None the less, the C4 was supposed to have been a good club and putting it on the Taylormade shaft would certainly be worth a try.

Let us know how it turns out.


----------



## BigBen88 (Apr 5, 2008)

DennisM said:


> In the lore that is Callaway, the C4 driver was way ahead of its time, but didn't impact the market well enough to stick. As crazy as it sounds, the C4 was made to sound like a wooden driver and Callaway guessed wrongly, (they don't do THAT very often), that people would love the old sound. They were wrong and found people had actually gotten so used to the sound of metal that they connoted it as being more powerful.
> 
> None the less, the C4 was supposed to have been a good club and putting it on the Taylormade shaft would certainly be worth a try.
> 
> Let us know how it turns out.


Yea I am going to give it a try, i've heard about the sound it makes..I dont think its going to bother me.
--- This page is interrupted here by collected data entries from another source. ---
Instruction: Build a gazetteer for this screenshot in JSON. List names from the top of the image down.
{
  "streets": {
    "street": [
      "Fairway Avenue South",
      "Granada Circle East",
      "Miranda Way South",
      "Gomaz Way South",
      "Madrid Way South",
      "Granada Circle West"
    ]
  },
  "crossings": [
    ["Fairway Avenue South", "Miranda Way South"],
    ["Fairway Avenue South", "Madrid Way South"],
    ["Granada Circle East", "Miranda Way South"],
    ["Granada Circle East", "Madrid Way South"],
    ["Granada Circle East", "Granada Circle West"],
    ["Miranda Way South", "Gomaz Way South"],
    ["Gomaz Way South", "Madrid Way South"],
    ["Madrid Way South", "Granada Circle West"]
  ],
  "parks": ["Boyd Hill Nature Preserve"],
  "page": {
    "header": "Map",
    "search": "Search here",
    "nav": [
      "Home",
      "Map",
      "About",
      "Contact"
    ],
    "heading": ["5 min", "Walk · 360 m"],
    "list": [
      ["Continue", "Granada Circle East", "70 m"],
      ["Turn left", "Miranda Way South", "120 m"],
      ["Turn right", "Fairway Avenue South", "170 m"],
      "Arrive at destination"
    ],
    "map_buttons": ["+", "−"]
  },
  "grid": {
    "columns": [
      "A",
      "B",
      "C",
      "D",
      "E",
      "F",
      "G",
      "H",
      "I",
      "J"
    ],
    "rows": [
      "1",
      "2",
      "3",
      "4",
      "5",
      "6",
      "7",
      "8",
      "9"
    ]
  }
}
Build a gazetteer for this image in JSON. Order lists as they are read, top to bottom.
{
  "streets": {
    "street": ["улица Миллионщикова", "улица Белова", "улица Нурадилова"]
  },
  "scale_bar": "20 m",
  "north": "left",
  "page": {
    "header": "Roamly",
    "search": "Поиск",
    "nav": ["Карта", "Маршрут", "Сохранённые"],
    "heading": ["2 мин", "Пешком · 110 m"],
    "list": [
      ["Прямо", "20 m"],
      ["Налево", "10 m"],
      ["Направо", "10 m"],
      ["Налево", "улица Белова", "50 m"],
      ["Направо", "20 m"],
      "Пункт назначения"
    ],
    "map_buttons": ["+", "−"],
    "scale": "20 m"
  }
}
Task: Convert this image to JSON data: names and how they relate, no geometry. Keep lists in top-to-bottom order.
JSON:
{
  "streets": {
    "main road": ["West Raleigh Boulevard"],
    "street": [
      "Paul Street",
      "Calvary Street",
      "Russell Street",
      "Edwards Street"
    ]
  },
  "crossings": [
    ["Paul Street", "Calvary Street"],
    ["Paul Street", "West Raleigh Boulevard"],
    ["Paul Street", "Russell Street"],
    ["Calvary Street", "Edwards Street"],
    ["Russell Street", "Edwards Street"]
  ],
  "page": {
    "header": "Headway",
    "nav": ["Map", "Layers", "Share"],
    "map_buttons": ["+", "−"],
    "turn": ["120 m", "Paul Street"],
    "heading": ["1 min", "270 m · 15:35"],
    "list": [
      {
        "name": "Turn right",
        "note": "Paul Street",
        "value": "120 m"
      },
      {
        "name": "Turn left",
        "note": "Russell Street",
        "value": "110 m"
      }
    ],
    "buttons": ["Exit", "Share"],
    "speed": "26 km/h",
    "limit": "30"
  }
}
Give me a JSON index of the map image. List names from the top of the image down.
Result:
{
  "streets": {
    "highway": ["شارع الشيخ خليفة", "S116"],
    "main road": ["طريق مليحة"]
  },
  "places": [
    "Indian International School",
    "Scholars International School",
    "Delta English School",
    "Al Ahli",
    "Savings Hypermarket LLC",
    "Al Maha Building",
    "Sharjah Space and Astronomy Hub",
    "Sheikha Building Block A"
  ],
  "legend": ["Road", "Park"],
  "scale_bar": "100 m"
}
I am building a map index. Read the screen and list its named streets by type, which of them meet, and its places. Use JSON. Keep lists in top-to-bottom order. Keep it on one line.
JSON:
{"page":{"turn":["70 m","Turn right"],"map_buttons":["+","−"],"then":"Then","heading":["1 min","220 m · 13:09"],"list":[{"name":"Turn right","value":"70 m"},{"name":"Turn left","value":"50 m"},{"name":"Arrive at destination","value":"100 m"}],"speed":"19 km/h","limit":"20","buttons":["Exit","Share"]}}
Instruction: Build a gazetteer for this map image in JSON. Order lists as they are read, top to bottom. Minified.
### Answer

My drives suck as it is, hitting high 200's with a bad bad slice, if it helps my slice at all well then who cares what it will sound like:laugh: .


----------



## Surtees (Sep 11, 2007)

I wouldn't care if my driver made the sound of finger nails down a black broad if i hit it sweetly. it's just a nosie that last for a split second


----------



## BigBen88 (Apr 5, 2008)

Surtees said:


> I wouldn't care if my driver made the sound of finger nails down a black broad if i hit it sweetly. it's just a nosie that last for a split second


Oh my!! My brother and I were talking about this today just like 2 hours ago, which we were watching the penguins,GO PENS:headbang:!!!!! Philly is going down:thumbsdown:.... anyways lol and i swear I said the exact thing, I told him who cares what it will sound like, I said my drives suck as it is it cant hurt me any worse. Hopefully I like it. It'll be in in a few days than I need to take it up to the pro shop, so maybe acouple weeks. I will let you all know if its any good.


----------



## Surtees (Sep 11, 2007)

nice work let us know how it goes


----------



## cbwheeler (Apr 9, 2007)

It's not about the club being good or not. It's about the club being good or not FOR YOU. A good friend of mine is the assistant pro at a really nice course close to me. He plays to a 3 handicap and I play to a 4. We switched drivers one day for fun and we both shot 4 shots above our average, just because we have different playing styles and swings that weren't suited to the other's driver.

Your focus needs to be on first, improving your swing, and second, improving your equipment to match that swing.


----------